··· SOURCE DATA ···
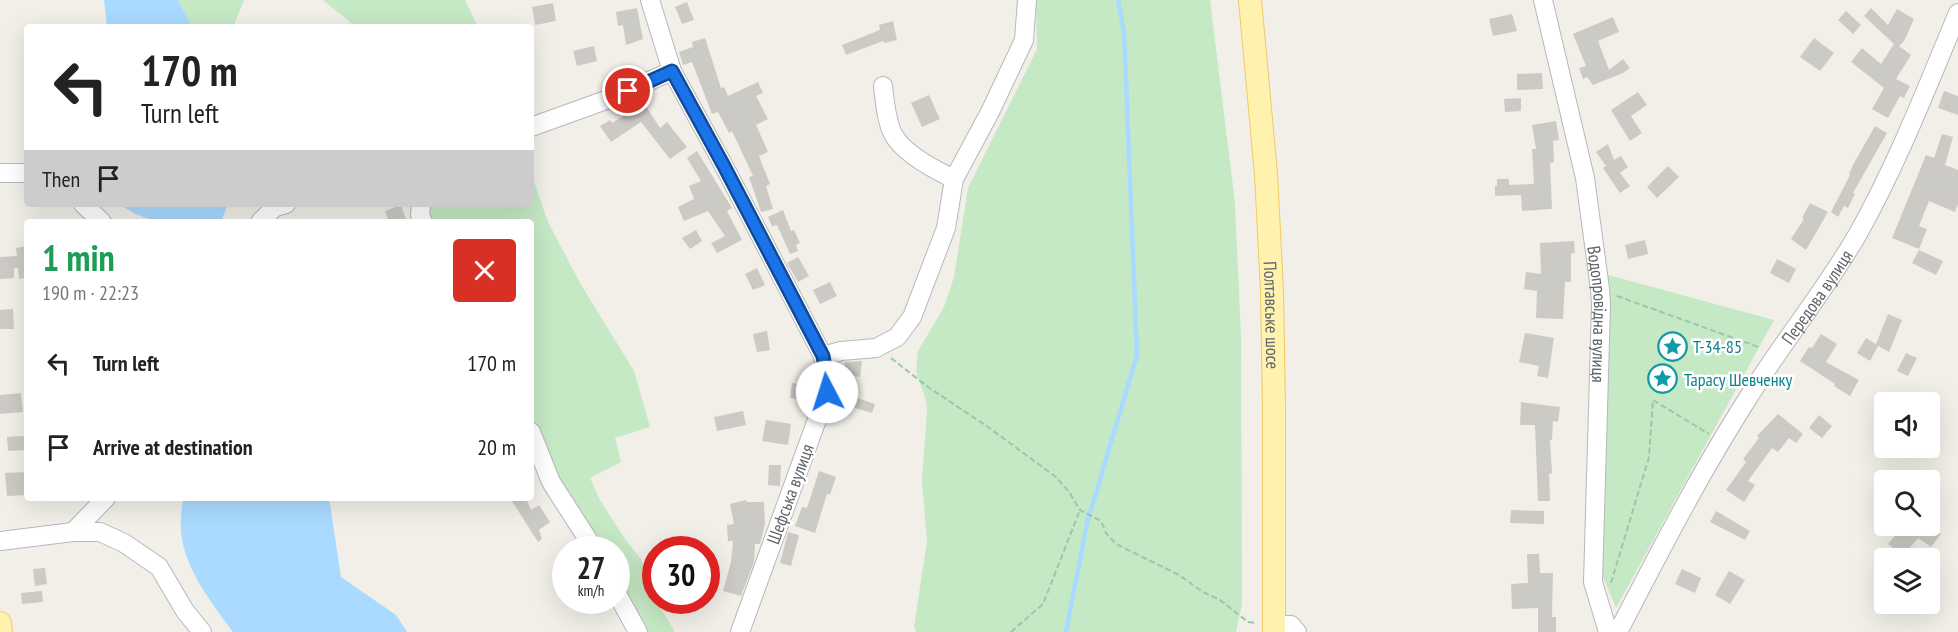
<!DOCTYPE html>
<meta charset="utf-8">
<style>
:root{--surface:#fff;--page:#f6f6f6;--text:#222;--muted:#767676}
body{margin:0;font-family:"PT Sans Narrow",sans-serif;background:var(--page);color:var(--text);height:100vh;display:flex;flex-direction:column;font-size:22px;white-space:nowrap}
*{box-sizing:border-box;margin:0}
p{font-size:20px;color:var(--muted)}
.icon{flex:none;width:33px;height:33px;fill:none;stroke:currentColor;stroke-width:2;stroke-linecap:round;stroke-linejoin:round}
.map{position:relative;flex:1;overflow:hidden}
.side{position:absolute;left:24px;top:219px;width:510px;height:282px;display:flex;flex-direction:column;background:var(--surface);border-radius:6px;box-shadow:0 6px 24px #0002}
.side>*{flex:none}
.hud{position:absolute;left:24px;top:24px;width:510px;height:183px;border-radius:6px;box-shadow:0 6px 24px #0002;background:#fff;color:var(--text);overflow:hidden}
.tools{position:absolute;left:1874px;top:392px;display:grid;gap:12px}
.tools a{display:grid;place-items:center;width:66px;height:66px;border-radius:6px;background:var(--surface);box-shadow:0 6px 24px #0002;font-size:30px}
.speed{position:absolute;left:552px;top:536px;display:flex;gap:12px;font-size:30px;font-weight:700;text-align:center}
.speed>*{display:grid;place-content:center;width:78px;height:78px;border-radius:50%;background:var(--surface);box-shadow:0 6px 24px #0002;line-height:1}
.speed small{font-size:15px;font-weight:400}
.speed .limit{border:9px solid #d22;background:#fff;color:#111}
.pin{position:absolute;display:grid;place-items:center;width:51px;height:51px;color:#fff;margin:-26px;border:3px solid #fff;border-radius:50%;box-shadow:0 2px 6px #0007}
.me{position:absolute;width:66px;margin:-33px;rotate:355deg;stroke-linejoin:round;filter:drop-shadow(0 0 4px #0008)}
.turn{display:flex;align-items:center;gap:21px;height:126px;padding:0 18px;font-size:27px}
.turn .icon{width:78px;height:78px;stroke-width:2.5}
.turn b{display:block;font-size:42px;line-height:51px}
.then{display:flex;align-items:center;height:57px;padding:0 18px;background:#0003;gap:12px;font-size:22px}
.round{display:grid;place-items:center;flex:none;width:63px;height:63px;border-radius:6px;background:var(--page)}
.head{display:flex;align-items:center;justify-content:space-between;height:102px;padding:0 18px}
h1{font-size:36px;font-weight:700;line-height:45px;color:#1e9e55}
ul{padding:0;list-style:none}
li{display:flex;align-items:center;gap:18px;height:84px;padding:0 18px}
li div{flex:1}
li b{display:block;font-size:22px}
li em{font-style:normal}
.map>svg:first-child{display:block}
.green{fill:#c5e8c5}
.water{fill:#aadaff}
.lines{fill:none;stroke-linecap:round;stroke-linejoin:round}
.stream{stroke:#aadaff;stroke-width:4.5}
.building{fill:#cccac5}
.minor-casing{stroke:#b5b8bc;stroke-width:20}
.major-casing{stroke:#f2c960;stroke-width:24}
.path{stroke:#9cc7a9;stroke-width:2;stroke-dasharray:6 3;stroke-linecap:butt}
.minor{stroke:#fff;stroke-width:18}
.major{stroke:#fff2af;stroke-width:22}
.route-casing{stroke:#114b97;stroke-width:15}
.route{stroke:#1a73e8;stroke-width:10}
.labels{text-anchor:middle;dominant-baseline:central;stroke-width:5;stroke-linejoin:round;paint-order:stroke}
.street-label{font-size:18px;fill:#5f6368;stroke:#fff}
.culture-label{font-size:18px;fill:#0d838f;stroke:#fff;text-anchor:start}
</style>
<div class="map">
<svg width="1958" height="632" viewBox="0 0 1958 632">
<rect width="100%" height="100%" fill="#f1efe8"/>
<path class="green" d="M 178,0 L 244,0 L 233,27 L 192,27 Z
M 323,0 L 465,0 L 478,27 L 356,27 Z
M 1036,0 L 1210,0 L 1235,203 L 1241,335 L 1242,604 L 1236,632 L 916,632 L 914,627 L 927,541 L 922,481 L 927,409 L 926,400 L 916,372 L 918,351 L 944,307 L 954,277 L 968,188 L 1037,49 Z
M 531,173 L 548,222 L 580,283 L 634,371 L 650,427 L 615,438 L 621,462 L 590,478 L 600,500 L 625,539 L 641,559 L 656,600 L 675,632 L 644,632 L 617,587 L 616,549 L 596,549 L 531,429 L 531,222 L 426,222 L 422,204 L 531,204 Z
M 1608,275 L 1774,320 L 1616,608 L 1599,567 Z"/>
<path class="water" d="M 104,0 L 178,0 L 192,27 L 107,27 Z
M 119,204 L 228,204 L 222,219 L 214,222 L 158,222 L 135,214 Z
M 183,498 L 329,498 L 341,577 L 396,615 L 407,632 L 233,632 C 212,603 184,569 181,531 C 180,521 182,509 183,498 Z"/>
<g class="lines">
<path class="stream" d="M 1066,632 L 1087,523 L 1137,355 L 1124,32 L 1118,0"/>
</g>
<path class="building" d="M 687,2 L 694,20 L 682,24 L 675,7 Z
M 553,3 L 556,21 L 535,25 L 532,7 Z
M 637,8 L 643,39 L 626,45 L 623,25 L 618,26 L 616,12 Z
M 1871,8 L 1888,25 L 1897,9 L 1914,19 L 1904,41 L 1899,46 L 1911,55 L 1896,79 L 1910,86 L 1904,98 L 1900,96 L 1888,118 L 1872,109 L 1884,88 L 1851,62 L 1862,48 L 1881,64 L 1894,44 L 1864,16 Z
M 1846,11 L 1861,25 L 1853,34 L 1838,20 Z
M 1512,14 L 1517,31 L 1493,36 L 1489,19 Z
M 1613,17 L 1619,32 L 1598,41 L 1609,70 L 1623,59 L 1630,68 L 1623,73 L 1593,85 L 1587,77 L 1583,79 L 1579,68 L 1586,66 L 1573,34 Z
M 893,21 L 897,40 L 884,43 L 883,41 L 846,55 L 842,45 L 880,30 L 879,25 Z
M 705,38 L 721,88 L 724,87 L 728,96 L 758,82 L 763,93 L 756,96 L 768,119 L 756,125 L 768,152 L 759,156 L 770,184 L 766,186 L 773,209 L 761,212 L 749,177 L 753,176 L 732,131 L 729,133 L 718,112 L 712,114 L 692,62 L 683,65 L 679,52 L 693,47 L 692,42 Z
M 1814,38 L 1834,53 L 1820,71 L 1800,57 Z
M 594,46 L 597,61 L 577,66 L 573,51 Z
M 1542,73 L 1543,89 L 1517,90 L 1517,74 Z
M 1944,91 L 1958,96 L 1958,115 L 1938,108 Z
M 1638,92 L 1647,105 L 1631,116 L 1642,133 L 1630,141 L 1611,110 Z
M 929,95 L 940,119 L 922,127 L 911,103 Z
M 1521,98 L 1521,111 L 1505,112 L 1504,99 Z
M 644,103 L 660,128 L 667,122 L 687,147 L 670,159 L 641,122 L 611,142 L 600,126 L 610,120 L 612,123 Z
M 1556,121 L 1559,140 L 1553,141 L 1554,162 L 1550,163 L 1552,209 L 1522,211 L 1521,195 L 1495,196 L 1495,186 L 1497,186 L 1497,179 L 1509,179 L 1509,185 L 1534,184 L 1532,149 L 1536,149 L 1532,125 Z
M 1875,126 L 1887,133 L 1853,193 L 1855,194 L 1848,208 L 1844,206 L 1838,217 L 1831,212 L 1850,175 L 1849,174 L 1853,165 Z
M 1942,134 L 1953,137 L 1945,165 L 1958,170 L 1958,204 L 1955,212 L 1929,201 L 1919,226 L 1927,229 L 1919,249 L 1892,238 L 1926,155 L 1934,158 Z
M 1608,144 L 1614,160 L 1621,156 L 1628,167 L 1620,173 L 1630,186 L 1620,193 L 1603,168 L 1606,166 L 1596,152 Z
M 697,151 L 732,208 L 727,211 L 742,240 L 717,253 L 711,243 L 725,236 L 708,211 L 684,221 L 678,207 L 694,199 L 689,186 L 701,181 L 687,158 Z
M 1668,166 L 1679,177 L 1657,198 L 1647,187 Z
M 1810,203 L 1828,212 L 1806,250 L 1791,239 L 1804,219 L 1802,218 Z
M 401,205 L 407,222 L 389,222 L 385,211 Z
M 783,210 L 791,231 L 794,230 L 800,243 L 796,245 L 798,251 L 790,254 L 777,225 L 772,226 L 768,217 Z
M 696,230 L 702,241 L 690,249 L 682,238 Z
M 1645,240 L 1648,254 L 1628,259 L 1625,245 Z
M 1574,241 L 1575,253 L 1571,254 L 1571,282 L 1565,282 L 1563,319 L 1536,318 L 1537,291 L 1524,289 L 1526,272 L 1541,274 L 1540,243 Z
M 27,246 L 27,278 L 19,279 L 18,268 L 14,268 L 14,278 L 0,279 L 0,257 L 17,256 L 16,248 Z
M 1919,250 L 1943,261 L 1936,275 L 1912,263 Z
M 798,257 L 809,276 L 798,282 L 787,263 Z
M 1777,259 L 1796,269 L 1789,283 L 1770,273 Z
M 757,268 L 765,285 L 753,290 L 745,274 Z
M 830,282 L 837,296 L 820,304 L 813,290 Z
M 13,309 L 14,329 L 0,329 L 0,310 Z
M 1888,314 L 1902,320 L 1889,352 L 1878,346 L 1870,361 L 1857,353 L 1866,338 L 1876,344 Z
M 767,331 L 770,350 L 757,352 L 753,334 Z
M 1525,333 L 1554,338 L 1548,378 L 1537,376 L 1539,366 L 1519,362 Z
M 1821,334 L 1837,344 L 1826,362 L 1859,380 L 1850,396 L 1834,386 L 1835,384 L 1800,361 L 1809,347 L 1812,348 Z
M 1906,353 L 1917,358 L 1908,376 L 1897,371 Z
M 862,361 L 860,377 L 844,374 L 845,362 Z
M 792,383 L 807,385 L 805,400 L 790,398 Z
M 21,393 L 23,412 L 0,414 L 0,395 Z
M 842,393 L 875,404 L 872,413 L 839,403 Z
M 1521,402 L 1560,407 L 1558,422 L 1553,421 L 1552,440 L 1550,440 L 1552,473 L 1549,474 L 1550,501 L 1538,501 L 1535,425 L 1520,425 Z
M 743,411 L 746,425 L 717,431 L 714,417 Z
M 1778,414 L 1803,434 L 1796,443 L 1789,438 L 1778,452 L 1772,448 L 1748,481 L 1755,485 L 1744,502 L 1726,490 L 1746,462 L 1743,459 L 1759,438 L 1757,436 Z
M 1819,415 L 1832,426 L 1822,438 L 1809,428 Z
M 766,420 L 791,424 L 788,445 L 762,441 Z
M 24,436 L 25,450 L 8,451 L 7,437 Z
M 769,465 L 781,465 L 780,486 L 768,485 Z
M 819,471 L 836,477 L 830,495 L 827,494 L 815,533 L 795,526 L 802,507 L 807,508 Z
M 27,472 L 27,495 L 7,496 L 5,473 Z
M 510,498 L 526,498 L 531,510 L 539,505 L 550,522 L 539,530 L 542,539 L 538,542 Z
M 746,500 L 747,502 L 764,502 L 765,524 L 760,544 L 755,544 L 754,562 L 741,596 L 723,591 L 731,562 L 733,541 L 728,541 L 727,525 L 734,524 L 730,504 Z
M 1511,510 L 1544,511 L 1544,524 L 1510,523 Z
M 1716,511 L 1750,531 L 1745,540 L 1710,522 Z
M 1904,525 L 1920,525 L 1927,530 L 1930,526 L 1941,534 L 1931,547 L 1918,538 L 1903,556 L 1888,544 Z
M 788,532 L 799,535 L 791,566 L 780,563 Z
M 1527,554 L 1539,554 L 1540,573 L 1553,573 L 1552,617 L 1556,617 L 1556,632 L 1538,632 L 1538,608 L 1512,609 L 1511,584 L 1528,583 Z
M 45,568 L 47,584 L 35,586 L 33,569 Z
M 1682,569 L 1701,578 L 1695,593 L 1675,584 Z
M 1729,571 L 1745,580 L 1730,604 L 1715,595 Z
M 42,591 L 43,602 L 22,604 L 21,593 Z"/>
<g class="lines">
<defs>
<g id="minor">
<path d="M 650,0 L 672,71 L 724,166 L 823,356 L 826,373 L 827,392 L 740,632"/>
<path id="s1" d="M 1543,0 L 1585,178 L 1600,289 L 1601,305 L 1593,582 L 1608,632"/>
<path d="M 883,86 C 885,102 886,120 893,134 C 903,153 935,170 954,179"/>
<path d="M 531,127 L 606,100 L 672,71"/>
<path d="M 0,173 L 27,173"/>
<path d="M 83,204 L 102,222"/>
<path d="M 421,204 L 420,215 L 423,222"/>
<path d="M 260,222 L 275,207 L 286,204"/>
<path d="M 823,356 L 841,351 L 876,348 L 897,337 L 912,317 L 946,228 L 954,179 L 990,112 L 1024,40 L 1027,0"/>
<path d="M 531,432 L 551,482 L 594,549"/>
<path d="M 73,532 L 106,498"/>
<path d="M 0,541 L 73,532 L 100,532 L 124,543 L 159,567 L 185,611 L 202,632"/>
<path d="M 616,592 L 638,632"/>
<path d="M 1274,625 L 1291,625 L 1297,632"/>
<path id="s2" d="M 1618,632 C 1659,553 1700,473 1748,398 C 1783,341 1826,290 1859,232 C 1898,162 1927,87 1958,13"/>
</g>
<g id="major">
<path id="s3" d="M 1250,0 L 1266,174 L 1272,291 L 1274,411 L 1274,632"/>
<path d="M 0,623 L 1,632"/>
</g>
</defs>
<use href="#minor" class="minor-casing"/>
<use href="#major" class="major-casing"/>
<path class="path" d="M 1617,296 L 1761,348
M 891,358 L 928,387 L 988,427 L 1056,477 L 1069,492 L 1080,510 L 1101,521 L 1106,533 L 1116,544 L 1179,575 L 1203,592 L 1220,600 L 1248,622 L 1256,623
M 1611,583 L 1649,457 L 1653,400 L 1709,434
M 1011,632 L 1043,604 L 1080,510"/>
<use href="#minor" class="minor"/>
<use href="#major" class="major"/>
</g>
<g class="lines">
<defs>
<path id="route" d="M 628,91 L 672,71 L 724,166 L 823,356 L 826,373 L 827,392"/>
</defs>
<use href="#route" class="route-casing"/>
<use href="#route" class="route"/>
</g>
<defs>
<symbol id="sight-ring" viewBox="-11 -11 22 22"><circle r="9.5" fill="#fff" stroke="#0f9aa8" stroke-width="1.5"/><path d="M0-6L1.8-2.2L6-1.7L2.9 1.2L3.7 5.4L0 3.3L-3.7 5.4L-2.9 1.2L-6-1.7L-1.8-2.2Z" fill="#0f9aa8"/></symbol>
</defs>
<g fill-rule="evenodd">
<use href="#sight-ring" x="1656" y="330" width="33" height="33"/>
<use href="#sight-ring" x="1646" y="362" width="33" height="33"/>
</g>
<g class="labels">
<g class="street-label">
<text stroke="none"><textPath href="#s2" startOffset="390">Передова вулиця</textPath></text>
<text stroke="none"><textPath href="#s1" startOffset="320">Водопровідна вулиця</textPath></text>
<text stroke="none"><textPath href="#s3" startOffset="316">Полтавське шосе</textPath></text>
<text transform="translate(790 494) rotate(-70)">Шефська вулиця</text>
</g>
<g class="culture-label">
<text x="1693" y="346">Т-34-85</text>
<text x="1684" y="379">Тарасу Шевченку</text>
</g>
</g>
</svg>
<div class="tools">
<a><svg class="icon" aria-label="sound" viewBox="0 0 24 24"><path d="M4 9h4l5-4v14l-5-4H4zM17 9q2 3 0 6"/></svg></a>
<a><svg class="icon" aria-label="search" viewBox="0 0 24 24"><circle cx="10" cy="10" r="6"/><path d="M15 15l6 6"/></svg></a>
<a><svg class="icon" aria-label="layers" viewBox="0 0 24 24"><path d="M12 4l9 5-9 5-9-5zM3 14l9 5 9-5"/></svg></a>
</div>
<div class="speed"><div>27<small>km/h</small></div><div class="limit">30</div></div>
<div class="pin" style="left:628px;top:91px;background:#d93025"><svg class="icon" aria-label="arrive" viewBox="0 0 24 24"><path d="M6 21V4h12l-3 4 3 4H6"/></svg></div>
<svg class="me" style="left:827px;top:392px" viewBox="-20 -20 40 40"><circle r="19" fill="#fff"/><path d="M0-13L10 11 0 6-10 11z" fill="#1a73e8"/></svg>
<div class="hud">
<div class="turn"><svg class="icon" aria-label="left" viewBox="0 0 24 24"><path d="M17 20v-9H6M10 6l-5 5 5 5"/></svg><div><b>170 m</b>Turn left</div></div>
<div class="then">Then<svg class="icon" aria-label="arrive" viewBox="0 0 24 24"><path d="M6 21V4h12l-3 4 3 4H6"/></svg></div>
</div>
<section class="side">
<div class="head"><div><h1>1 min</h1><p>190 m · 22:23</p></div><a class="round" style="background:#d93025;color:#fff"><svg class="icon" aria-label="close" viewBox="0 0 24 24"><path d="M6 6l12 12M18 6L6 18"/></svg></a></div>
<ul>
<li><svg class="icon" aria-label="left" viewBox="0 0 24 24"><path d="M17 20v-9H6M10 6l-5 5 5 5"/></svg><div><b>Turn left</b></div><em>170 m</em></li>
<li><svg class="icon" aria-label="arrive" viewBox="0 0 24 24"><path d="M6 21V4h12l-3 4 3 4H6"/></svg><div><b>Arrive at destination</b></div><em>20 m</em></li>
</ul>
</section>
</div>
···
■ EXERCISE:
Look over the records above, and wherever a line contains the string "limit", copy that line.

■ RESPONSE TO THE EXERCISE:
.speed .limit{border:9px solid #d22;background:#fff;color:#111}
<div class="speed"><div>27<small>km/h</small></div><div class="limit">30</div></div>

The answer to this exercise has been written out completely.